- YOUR TASK -
Identify each line in the records below that contains the word "Caddesi", and copy it.
== STUDY MATERIAL
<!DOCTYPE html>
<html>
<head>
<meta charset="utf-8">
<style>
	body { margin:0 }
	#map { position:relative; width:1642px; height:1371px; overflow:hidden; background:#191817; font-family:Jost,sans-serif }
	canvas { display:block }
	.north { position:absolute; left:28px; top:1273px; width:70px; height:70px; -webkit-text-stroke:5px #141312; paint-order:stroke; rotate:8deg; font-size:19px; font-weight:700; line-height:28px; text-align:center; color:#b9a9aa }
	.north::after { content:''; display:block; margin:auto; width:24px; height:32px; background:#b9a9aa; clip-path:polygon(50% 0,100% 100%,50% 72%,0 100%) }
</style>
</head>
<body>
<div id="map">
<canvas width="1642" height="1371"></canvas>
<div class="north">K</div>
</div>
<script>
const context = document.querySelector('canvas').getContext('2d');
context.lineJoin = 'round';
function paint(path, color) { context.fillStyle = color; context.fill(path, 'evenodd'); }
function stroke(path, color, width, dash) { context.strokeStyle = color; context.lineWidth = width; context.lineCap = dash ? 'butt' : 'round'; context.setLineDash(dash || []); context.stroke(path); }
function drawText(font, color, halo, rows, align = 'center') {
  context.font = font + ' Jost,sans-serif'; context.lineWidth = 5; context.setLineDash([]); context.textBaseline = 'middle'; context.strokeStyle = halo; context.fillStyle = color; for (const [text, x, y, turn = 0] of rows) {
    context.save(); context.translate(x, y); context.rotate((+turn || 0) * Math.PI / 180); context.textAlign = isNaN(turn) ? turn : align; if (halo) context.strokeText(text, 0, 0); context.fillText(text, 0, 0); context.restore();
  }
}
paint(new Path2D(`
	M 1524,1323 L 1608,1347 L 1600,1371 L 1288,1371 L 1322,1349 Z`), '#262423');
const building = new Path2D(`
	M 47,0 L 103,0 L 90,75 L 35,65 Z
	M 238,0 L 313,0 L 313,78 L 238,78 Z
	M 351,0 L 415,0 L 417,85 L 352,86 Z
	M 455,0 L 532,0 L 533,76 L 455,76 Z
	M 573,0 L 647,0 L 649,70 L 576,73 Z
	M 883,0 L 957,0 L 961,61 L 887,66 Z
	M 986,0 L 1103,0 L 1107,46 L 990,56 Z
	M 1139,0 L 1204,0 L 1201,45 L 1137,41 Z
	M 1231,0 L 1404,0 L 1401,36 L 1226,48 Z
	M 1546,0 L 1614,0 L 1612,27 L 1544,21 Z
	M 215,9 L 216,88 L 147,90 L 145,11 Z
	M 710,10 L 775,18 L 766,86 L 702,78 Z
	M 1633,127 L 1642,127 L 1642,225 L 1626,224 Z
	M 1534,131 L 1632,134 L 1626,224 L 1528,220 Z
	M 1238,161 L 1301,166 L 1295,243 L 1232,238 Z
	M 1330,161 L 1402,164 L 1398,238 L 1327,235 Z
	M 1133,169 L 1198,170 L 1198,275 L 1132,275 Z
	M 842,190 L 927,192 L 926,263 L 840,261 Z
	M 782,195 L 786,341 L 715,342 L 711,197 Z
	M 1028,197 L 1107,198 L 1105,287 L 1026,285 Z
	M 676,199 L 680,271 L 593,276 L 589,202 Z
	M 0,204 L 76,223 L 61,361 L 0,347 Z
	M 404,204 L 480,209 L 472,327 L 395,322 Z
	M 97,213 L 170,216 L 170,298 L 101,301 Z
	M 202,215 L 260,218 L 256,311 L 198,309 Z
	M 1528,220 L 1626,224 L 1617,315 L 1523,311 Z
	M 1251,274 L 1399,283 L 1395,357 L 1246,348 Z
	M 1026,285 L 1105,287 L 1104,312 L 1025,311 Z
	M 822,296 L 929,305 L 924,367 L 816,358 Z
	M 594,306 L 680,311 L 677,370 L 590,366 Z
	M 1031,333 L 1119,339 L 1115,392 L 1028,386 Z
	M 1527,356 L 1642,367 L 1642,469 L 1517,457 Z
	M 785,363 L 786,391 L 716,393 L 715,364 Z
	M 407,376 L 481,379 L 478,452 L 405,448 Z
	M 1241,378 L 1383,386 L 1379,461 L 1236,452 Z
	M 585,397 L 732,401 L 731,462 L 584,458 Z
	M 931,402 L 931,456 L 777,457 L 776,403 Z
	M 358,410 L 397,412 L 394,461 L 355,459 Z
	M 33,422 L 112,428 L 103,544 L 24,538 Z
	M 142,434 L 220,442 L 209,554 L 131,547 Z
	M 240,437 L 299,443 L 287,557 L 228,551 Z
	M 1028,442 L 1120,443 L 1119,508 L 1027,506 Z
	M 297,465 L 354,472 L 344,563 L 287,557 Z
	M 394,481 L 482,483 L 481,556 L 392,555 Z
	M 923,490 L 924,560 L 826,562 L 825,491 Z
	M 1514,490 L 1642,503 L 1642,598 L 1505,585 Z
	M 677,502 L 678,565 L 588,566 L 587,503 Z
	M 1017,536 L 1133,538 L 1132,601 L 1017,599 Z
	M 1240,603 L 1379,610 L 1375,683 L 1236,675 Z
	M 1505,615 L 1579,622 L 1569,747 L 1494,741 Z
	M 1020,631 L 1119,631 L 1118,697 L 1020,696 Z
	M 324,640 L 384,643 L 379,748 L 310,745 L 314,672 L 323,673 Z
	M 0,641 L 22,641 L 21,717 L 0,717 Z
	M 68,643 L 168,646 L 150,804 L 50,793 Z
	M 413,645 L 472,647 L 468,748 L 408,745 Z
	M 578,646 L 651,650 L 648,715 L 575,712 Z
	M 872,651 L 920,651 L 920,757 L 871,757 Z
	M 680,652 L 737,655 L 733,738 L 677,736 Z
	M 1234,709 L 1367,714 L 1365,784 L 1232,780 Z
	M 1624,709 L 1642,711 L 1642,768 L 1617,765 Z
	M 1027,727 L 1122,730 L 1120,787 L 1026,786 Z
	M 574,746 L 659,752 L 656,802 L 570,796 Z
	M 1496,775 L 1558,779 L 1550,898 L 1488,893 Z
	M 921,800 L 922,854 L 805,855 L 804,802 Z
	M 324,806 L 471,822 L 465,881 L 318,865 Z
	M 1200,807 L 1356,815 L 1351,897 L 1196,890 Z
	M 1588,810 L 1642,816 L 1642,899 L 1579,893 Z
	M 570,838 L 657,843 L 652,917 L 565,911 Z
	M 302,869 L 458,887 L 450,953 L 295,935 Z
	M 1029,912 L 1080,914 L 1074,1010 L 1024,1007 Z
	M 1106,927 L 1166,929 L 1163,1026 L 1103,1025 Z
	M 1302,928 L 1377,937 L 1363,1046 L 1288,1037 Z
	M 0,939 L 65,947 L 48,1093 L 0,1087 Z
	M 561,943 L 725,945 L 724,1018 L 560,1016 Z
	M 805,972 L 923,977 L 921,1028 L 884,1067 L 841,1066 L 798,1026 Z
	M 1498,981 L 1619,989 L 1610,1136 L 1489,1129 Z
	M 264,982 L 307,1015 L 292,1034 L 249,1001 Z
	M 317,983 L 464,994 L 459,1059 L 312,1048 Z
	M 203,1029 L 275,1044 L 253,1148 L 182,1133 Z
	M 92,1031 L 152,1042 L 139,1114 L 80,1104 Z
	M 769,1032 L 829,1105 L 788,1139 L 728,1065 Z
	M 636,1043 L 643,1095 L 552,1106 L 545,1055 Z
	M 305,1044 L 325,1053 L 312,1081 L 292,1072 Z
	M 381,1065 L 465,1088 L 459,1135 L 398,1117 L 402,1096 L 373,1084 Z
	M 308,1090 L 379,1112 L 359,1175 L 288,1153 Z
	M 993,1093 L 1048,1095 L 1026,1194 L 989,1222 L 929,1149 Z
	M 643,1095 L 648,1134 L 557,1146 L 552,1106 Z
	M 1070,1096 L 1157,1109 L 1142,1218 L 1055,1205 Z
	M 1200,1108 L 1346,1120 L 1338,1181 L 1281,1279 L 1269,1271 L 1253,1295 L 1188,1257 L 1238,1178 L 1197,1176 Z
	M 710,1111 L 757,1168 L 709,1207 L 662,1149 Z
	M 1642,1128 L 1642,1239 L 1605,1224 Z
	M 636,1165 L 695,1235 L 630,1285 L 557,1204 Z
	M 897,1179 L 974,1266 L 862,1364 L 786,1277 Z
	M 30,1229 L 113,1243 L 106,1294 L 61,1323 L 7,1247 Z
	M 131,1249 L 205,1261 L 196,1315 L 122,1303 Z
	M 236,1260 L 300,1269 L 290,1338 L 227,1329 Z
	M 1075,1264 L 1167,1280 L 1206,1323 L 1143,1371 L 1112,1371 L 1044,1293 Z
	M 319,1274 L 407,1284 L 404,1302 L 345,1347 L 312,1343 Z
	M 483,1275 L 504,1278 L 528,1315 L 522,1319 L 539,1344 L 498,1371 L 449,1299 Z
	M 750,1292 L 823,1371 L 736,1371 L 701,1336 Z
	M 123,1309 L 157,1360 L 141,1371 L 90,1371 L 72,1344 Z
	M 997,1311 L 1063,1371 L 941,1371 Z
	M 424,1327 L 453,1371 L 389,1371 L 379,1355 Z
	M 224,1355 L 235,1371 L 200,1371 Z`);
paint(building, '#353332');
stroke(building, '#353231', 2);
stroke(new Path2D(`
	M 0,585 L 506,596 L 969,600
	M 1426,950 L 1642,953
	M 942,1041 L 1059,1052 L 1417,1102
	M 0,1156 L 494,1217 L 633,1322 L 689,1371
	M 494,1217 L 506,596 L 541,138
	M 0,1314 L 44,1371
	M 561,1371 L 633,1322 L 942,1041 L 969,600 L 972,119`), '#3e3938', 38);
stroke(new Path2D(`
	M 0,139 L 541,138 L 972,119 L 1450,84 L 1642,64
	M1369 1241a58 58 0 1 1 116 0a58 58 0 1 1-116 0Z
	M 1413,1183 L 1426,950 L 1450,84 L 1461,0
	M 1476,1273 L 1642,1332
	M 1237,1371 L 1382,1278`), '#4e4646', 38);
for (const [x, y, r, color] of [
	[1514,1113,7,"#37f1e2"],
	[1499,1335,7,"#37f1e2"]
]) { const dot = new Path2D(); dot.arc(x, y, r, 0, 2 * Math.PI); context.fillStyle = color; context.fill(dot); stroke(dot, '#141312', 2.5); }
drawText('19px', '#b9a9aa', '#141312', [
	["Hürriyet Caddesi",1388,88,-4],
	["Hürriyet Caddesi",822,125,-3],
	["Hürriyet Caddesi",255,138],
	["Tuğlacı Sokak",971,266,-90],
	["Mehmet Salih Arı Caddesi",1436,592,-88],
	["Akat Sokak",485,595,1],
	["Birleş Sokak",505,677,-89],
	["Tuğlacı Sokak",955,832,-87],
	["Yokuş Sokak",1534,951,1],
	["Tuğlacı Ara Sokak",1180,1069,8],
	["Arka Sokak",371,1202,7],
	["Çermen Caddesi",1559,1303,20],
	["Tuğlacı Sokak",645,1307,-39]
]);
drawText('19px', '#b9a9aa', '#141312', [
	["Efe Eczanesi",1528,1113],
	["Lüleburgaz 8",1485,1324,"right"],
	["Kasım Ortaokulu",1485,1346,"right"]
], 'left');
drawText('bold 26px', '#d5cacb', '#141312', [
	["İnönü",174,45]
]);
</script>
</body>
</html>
====
- EXERCISE RESULT -
	["Hürriyet Caddesi",1388,88,-4],
	["Hürriyet Caddesi",822,125,-3],
	["Hürriyet Caddesi",255,138],
	["Mehmet Salih Arı Caddesi",1436,592,-88],
	["Çermen Caddesi",1559,1303,20],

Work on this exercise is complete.